(Collected data)
----
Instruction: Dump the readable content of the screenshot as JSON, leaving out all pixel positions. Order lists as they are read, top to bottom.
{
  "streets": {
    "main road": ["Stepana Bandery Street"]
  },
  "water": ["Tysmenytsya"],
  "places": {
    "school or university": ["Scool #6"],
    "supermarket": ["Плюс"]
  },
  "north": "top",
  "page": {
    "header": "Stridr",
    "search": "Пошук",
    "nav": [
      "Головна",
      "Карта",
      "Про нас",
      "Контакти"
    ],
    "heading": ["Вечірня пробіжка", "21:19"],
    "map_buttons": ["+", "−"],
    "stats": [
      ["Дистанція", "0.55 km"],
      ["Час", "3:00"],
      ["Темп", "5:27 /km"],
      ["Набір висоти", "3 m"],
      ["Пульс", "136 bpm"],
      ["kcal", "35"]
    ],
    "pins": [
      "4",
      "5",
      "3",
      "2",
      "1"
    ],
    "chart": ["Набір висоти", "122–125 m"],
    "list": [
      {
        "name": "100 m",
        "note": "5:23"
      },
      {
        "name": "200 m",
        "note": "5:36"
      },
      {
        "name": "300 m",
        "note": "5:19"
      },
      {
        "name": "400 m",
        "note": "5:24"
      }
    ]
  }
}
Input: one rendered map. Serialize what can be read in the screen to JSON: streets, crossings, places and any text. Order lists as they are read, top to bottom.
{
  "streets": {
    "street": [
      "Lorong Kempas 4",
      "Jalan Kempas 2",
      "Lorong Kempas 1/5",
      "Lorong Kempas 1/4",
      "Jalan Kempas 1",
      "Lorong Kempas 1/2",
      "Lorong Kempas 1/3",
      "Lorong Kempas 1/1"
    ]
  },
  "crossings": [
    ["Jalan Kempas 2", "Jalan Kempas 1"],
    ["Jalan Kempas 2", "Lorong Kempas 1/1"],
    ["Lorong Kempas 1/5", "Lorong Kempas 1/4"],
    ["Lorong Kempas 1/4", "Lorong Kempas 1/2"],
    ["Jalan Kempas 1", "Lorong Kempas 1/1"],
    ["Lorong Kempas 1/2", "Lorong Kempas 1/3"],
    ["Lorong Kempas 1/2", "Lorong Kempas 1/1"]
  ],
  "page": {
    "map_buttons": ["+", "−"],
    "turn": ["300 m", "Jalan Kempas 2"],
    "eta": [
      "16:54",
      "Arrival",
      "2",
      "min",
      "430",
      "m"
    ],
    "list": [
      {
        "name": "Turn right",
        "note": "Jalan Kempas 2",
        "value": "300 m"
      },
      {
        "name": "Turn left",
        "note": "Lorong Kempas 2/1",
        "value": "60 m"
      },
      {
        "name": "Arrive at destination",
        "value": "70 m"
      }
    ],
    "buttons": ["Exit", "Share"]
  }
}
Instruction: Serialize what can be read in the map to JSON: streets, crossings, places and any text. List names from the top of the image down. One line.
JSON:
----
■ What to do ■
Give the entries again, every one of them exactly.

■ Exercise solution ■
Instruction: Dump the readable content of the screenshot as JSON, leaving out all pixel positions. Order lists as they are read, top to bottom.
{
  "streets": {
    "main road": ["Stepana Bandery Street"]
  },
  "water": ["Tysmenytsya"],
  "places": {
    "school or university": ["Scool #6"],
    "supermarket": ["Плюс"]
  },
  "north": "top",
  "page": {
    "header": "Stridr",
    "search": "Пошук",
    "nav": [
      "Головна",
      "Карта",
      "Про нас",
      "Контакти"
    ],
    "heading": ["Вечірня пробіжка", "21:19"],
    "map_buttons": ["+", "−"],
    "stats": [
      ["Дистанція", "0.55 km"],
      ["Час", "3:00"],
      ["Темп", "5:27 /km"],
      ["Набір висоти", "3 m"],
      ["Пульс", "136 bpm"],
      ["kcal", "35"]
    ],
    "pins": [
      "4",
      "5",
      "3",
      "2",
      "1"
    ],
    "chart": ["Набір висоти", "122–125 m"],
    "list": [
      {
        "name": "100 m",
        "note": "5:23"
      },
      {
        "name": "200 m",
        "note": "5:36"
      },
      {
        "name": "300 m",
        "note": "5:19"
      },
      {
        "name": "400 m",
        "note": "5:24"
      }
    ]
  }
}
Input: one rendered map. Serialize what can be read in the screen to JSON: streets, crossings, places and any text. Order lists as they are read, top to bottom.
{
  "streets": {
    "street": [
      "Lorong Kempas 4",
      "Jalan Kempas 2",
      "Lorong Kempas 1/5",
      "Lorong Kempas 1/4",
      "Jalan Kempas 1",
      "Lorong Kempas 1/2",
      "Lorong Kempas 1/3",
      "Lorong Kempas 1/1"
    ]
  },
  "crossings": [
    ["Jalan Kempas 2", "Jalan Kempas 1"],
    ["Jalan Kempas 2", "Lorong Kempas 1/1"],
    ["Lorong Kempas 1/5", "Lorong Kempas 1/4"],
    ["Lorong Kempas 1/4", "Lorong Kempas 1/2"],
    ["Jalan Kempas 1", "Lorong Kempas 1/1"],
    ["Lorong Kempas 1/2", "Lorong Kempas 1/3"],
    ["Lorong Kempas 1/2", "Lorong Kempas 1/1"]
  ],
  "page": {
    "map_buttons": ["+", "−"],
    "turn": ["300 m", "Jalan Kempas 2"],
    "eta": [
      "16:54",
      "Arrival",
      "2",
      "min",
      "430",
      "m"
    ],
    "list": [
      {
        "name": "Turn right",
        "note": "Jalan Kempas 2",
        "value": "300 m"
      },
      {
        "name": "Turn left",
        "note": "Lorong Kempas 2/1",
        "value": "60 m"
      },
      {
        "name": "Arrive at destination",
        "value": "70 m"
      }
    ],
    "buttons": ["Exit", "Share"]
  }
}
Instruction: Serialize what can be read in the map to JSON: streets, crossings, places and any text. List names from the top of the image down. One line.
JSON:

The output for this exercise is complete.